[Stored items]
________________________
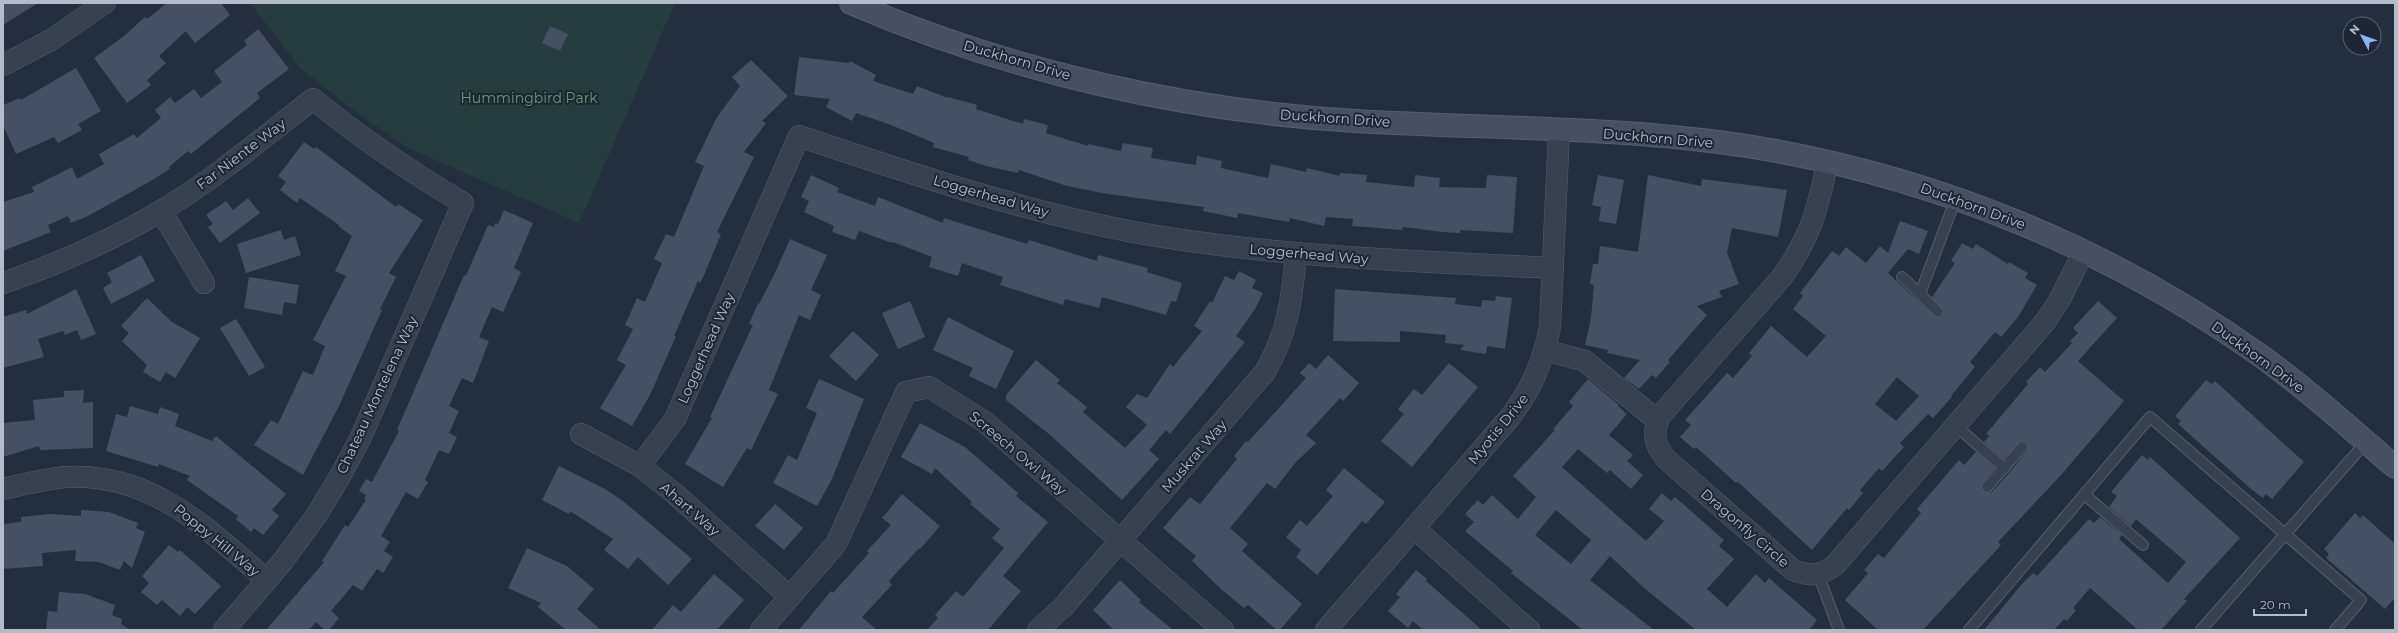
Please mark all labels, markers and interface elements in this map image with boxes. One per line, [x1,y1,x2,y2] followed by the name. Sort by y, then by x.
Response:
[2342,16,2382,56] north arrow
[2346,21,2363,37] text: N
[961,36,1073,84] street label: Duckhorn Drive
[460,89,598,107] park label: Hummingbird Park
[1279,105,1391,131] street label: Duckhorn Drive
[193,114,290,193] street label: Far Niente Way
[1602,124,1714,152] street label: Duckhorn Drive
[931,171,1051,221] street label: Loggerhead Way
[1918,179,2028,233] street label: Duckhorn Drive
[1249,240,1370,268] street label: Loggerhead Way
[673,289,739,406] street label: Loggerhead Way
[332,313,422,477] street label: Chateau Montelena Way
[2208,317,2308,397] street label: Duckhorn Drive
[1464,390,1532,468] street label: Myotis Drive
[966,407,1071,499] street label: Screech Owl Way
[1157,415,1231,496] street label: Muskrat Way
[656,478,724,540] street label: Ahart Way
[1697,485,1793,571] street label: Dragonfly Circle
[170,500,264,580] street label: Poppy Hill Way
[2254,591,2306,617] scale bar
[2260,597,2291,612] text: 20 m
________________________
Return the records exactly. Don't carry the pictures over.

- RESPONSE BELOW:
Please mark all labels, markers and interface elements in this map image with boxes. One per line, [x1,y1,x2,y2] followed by the name. Sort by y, then by x.
Response:
[2342,16,2382,56] north arrow
[2346,21,2363,37] text: N
[961,36,1073,84] street label: Duckhorn Drive
[460,89,598,107] park label: Hummingbird Park
[1279,105,1391,131] street label: Duckhorn Drive
[193,114,290,193] street label: Far Niente Way
[1602,124,1714,152] street label: Duckhorn Drive
[931,171,1051,221] street label: Loggerhead Way
[1918,179,2028,233] street label: Duckhorn Drive
[1249,240,1370,268] street label: Loggerhead Way
[673,289,739,406] street label: Loggerhead Way
[332,313,422,477] street label: Chateau Montelena Way
[2208,317,2308,397] street label: Duckhorn Drive
[1464,390,1532,468] street label: Myotis Drive
[966,407,1071,499] street label: Screech Owl Way
[1157,415,1231,496] street label: Muskrat Way
[656,478,724,540] street label: Ahart Way
[1697,485,1793,571] street label: Dragonfly Circle
[170,500,264,580] street label: Poppy Hill Way
[2254,591,2306,617] scale bar
[2260,597,2291,612] text: 20 m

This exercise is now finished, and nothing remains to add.